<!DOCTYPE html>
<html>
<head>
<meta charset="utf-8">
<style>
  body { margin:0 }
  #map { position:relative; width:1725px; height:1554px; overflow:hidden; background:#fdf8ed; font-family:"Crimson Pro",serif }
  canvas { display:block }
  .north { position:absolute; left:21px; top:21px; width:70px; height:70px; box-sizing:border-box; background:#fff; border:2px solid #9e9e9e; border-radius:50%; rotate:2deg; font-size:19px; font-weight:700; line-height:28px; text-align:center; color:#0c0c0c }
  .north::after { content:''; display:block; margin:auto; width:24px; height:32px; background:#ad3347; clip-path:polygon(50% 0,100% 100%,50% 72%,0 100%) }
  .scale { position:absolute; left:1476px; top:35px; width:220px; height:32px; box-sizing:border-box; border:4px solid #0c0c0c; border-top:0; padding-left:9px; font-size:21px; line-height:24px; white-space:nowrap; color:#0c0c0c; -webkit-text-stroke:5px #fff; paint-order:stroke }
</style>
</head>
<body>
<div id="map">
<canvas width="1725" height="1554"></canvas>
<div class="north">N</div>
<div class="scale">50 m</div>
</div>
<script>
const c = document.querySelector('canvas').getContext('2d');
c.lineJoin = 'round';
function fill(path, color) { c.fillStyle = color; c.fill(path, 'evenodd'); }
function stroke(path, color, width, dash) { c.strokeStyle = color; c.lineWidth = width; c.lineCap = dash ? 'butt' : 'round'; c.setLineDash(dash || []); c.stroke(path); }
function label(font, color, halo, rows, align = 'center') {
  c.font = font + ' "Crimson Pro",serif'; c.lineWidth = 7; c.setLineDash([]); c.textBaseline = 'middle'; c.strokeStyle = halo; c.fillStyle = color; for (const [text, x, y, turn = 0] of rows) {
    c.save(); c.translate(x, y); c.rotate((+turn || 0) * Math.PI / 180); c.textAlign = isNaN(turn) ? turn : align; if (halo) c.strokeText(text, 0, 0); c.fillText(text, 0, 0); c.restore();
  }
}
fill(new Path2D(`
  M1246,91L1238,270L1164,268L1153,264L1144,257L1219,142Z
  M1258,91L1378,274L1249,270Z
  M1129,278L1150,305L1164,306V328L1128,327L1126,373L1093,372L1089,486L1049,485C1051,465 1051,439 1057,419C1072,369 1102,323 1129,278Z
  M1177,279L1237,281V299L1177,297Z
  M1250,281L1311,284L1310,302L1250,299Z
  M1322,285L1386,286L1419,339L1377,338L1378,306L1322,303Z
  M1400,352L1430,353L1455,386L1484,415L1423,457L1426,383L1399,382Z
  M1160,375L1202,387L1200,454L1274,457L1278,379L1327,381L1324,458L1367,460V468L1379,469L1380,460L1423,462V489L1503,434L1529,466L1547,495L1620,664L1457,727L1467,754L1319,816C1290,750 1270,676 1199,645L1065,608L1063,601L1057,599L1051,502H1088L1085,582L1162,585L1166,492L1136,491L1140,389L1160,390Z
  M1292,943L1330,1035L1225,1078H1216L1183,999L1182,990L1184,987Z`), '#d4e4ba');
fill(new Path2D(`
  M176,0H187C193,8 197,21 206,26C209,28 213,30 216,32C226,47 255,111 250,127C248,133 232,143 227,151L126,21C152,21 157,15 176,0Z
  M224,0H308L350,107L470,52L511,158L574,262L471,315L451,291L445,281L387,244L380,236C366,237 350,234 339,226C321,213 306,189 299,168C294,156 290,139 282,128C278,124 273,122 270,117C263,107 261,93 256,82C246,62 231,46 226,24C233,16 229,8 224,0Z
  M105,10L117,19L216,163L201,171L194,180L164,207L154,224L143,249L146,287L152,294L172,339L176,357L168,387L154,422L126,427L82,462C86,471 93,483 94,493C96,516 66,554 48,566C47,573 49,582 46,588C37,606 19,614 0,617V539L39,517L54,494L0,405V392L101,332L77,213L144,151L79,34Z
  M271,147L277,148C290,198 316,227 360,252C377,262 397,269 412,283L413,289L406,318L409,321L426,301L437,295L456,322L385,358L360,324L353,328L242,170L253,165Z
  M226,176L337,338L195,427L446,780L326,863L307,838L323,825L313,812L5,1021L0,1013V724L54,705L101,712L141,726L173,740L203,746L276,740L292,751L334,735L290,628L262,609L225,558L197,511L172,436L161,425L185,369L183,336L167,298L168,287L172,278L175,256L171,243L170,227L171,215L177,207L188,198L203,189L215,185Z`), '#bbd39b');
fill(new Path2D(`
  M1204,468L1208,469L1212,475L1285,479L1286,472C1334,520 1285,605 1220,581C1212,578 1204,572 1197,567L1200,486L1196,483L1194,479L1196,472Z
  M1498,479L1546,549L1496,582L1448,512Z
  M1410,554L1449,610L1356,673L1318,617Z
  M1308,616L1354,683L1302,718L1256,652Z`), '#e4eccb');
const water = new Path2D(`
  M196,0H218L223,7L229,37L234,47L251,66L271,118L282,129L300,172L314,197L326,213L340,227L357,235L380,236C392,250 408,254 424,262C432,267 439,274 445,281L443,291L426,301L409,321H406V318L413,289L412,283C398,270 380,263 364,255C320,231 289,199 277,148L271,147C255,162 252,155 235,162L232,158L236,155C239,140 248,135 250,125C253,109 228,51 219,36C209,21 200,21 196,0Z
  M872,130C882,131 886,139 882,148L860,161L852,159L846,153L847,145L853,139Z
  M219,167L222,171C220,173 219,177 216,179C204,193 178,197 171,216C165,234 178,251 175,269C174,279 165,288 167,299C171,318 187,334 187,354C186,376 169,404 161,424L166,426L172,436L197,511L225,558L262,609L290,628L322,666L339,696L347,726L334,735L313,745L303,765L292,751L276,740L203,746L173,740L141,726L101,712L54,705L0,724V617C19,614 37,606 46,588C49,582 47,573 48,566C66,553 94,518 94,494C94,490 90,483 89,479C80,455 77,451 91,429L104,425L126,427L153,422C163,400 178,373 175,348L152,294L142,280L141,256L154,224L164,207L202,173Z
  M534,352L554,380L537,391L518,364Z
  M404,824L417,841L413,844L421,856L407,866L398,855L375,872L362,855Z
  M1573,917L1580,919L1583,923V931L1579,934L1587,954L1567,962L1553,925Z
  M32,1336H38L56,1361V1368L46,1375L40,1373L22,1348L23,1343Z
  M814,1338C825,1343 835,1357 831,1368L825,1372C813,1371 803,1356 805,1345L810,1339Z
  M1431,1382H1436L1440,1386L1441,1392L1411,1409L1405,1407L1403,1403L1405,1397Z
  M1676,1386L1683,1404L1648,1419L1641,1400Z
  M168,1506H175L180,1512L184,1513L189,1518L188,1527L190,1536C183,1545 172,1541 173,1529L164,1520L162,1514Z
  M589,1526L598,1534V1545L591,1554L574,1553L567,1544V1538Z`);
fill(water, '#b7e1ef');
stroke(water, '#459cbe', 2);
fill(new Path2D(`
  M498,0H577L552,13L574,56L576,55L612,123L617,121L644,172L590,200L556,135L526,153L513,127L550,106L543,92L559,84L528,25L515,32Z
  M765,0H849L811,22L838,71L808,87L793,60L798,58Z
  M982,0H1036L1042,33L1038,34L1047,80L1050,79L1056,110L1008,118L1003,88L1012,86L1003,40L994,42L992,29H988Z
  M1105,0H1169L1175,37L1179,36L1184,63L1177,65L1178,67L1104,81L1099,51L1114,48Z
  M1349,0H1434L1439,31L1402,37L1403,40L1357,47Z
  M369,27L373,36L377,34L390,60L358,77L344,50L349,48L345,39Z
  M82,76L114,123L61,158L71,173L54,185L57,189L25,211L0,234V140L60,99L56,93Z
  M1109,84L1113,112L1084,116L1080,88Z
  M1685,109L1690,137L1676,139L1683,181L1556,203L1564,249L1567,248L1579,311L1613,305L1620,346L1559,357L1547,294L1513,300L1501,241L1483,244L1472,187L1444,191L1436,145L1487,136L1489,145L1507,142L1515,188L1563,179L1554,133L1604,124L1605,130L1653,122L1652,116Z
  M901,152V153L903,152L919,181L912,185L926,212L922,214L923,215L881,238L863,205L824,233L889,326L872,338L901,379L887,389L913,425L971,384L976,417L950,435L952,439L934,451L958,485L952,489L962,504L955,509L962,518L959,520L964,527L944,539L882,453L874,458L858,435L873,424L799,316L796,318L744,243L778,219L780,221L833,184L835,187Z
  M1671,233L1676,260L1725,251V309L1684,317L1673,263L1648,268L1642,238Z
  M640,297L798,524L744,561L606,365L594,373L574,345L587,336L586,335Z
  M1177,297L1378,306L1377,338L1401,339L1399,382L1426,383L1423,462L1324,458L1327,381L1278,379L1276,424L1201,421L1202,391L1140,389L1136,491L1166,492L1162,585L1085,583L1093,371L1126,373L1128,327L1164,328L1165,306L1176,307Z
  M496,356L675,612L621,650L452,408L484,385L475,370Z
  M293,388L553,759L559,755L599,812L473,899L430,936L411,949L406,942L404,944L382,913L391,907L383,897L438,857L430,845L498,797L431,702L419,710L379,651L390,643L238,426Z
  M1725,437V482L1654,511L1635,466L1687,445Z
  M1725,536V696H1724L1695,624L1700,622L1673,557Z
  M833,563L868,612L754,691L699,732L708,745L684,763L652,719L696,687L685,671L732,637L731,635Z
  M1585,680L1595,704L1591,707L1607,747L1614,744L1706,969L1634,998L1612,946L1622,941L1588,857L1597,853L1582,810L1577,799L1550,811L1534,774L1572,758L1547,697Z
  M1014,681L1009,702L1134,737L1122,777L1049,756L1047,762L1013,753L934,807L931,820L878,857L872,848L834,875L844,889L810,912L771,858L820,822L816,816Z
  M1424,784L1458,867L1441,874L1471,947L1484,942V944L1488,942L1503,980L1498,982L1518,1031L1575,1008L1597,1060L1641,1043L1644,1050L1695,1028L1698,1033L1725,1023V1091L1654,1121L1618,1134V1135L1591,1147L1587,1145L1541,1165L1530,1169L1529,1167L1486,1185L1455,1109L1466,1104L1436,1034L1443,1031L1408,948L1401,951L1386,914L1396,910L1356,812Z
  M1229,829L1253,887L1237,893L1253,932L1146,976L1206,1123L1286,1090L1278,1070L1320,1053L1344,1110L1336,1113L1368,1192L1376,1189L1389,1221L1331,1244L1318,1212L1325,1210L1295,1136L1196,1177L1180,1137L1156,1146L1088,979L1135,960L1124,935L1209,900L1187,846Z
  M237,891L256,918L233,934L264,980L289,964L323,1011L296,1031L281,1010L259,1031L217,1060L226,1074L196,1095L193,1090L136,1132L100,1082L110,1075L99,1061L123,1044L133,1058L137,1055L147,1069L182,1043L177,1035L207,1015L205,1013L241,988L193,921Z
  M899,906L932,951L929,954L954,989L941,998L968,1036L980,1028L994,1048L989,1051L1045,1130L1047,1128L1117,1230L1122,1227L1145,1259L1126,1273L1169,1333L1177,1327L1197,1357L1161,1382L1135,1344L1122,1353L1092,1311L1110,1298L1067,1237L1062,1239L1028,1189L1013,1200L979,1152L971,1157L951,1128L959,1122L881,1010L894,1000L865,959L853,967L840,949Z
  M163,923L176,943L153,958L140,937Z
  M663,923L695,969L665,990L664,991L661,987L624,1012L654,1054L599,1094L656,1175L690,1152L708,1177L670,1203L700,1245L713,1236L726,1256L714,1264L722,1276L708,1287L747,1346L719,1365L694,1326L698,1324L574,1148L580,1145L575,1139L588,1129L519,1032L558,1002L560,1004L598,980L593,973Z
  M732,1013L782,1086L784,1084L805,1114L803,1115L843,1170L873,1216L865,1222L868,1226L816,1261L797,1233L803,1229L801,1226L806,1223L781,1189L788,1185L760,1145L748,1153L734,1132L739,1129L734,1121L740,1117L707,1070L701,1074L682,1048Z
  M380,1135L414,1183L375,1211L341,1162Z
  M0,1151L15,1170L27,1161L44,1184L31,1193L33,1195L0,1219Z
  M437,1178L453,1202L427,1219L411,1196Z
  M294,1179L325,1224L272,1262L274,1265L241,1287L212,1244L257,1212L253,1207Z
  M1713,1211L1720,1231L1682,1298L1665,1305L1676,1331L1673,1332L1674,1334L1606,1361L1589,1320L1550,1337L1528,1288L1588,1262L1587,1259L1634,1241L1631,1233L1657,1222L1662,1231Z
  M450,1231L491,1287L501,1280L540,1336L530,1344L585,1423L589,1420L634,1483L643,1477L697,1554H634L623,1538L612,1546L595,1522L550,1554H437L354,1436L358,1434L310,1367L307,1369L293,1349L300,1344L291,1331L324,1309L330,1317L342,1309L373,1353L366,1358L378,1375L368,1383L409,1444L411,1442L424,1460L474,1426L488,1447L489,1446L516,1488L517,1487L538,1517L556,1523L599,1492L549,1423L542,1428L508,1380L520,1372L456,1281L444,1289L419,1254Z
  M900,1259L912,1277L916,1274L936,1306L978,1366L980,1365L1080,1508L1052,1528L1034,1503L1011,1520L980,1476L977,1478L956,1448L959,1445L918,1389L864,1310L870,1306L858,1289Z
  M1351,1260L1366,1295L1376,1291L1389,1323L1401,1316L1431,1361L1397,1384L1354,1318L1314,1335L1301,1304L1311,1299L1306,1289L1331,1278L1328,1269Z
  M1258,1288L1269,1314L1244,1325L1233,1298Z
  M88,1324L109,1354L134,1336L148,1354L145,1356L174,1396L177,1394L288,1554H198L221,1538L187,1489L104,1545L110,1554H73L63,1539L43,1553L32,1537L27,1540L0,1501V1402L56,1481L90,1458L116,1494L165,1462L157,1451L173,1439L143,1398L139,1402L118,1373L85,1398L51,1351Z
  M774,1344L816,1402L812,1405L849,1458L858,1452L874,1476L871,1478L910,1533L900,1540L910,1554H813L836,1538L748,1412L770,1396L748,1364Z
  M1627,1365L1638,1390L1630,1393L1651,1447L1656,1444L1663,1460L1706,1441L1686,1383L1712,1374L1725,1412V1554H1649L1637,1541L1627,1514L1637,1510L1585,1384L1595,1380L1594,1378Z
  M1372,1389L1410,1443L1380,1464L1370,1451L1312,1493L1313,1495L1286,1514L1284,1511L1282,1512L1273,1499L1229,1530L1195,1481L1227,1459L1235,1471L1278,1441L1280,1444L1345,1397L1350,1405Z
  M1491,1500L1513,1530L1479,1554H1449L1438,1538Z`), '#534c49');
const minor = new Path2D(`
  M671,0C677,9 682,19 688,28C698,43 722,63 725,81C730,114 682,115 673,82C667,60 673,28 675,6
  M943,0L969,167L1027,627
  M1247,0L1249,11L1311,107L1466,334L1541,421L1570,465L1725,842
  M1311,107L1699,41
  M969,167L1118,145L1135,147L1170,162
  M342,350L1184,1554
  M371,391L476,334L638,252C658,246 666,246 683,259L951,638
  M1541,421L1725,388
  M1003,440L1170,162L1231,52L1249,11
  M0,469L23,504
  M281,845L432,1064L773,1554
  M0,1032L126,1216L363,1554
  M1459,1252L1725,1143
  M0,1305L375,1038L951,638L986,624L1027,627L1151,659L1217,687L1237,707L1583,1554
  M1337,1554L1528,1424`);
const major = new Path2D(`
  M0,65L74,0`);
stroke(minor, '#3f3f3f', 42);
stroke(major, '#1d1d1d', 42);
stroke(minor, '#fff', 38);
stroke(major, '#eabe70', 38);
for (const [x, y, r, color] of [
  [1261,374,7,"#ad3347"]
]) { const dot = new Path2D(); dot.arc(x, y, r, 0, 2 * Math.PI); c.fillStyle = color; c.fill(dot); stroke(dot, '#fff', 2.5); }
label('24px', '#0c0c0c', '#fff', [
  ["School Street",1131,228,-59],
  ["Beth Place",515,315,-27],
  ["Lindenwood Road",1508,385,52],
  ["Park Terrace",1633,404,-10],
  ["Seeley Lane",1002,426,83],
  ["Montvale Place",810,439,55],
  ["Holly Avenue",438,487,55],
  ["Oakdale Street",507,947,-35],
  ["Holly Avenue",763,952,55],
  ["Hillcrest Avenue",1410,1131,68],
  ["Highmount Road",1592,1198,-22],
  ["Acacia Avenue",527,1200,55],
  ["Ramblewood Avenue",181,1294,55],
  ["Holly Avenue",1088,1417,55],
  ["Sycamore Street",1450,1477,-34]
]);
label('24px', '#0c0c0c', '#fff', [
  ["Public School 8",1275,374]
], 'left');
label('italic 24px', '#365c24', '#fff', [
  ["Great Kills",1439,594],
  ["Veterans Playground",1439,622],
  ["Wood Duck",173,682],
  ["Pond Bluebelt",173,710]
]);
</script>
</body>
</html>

☆ ☆ ☆ ☆ ☆

For each line of the data that has the word "canvas", report that line.

Answer to this exercise
  canvas { display:block }
<canvas width="1725" height="1554"></canvas>
const c = document.querySelector('canvas').getContext('2d');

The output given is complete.